LITURGIA E MUSICA Nel catalogo edito da Grafiche Ghiani in italiano, catalano, sardo e inglese si legge che occorrono nozioni di liturgia cattolica, per accostarsi all'idea di Gaudì. In appendice al volume, un testo-omaggio di Pinuccio Sciola sottolinea l'armonia insita nella produzione di Gaudì: “Non avevo mai pensato a un rapporto tra architettura e musica, anche se, soprattutto con il barocco, tutto si rispecchia vicendevolmente. Mentre pensavo alle sinuose architetture nate dalla fantasia dell'architetto spagnolo, sentivo un sottofondo musicale perfettamente intonato. Era la musica dei lavoratori scandita dai loro attrezzi.
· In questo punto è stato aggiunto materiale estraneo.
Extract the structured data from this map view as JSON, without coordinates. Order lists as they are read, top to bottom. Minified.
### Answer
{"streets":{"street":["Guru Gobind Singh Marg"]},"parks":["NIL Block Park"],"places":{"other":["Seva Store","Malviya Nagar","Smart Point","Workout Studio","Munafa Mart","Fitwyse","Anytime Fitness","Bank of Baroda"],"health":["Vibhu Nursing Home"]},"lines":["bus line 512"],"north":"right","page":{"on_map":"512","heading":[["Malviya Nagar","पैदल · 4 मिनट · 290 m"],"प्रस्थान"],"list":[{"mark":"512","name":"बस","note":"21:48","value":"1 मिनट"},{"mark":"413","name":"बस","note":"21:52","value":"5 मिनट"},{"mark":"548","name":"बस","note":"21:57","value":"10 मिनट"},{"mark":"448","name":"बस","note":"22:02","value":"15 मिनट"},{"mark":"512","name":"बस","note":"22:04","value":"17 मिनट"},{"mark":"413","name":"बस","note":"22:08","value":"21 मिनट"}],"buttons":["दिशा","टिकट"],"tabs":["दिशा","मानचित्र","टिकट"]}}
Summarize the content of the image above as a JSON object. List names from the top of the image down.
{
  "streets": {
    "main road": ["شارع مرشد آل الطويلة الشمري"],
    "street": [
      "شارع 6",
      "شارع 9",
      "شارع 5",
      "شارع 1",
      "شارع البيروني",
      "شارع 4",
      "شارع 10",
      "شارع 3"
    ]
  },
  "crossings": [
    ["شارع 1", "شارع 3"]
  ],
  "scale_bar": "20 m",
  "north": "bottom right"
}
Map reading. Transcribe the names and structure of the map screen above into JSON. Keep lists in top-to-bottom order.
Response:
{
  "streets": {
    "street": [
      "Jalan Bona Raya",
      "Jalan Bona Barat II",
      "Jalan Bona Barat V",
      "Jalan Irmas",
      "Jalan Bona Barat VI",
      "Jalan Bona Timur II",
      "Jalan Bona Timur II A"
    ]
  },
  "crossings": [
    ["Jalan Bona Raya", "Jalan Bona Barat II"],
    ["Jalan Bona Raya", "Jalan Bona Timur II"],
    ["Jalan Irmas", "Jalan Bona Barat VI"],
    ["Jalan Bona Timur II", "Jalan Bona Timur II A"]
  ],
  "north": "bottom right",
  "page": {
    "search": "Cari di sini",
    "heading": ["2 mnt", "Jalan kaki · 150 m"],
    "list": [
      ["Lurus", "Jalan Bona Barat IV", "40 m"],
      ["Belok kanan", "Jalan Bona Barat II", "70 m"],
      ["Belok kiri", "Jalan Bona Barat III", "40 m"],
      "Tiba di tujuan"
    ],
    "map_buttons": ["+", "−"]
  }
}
I muratori, gli scalpellini, gli scultori e gli operai, ricordavano i gruppi dei neri afro-americani che cercavano di recuperare la loro identità attraverso ritmi tribali e straordinarie improvvisazioni vocali e strumentali”.
Scrive Antonio Tramontin, in un altro contributo al catalogo: “Le costruzioni di Gaudì, oggi economicamente impossibili, sono tecnicamente ineseguibili senza la collaborazione di quella esperta manodopera artigianale. Resta il fascino e l'ammirazione per un'opera intrisa di visione e sensibilità per i valori plastici. È proprio il metodo di Gaudì, che fonde materia e spirito, natura e trasfigurazione, che merita rinnovata attenzione. Le sue architetture erano sentite come organismi dotati di vita, non predeterminate, bensì capaci di svilupparsi e evolversi nel corso dell'opera. Gli edifici, costituendosi dall'interno verso l'esterno, sembrano disporsi per crescita cellulare in un flusso continuo di forme”.
L'INCENDIO I progetti originali e i disegni andarono perduti in un incendio nel 1936, dieci anni dopo la tragica morte del loro autore. Il cantiere languì fino agli anni Cinquanta e fu poi ripreso, sempre finanziato da donazioni e dai ricavi dei biglietti d'ingresso. Le strutture proposte al pubblico hanno dimensioni ragguardevoli. Danno il senso della maestosità di quella “caverna” fitta di colonne come un bosco, ed è un senso di armonia quello emanato dagli elementi in metallo e dai fili dei catenari. La mostra, realizzata in collaborazione con la Regione Sardegna, il Comune, l'Università e il Museo Duomo di Cagliari, l'UPC, andrà ad Alghero in primavera. È la prima volta, dicono i responsabili, che si organizza qualcosa del genere in Italia.
Sono previsti laboratori per i bambini e visite guidate.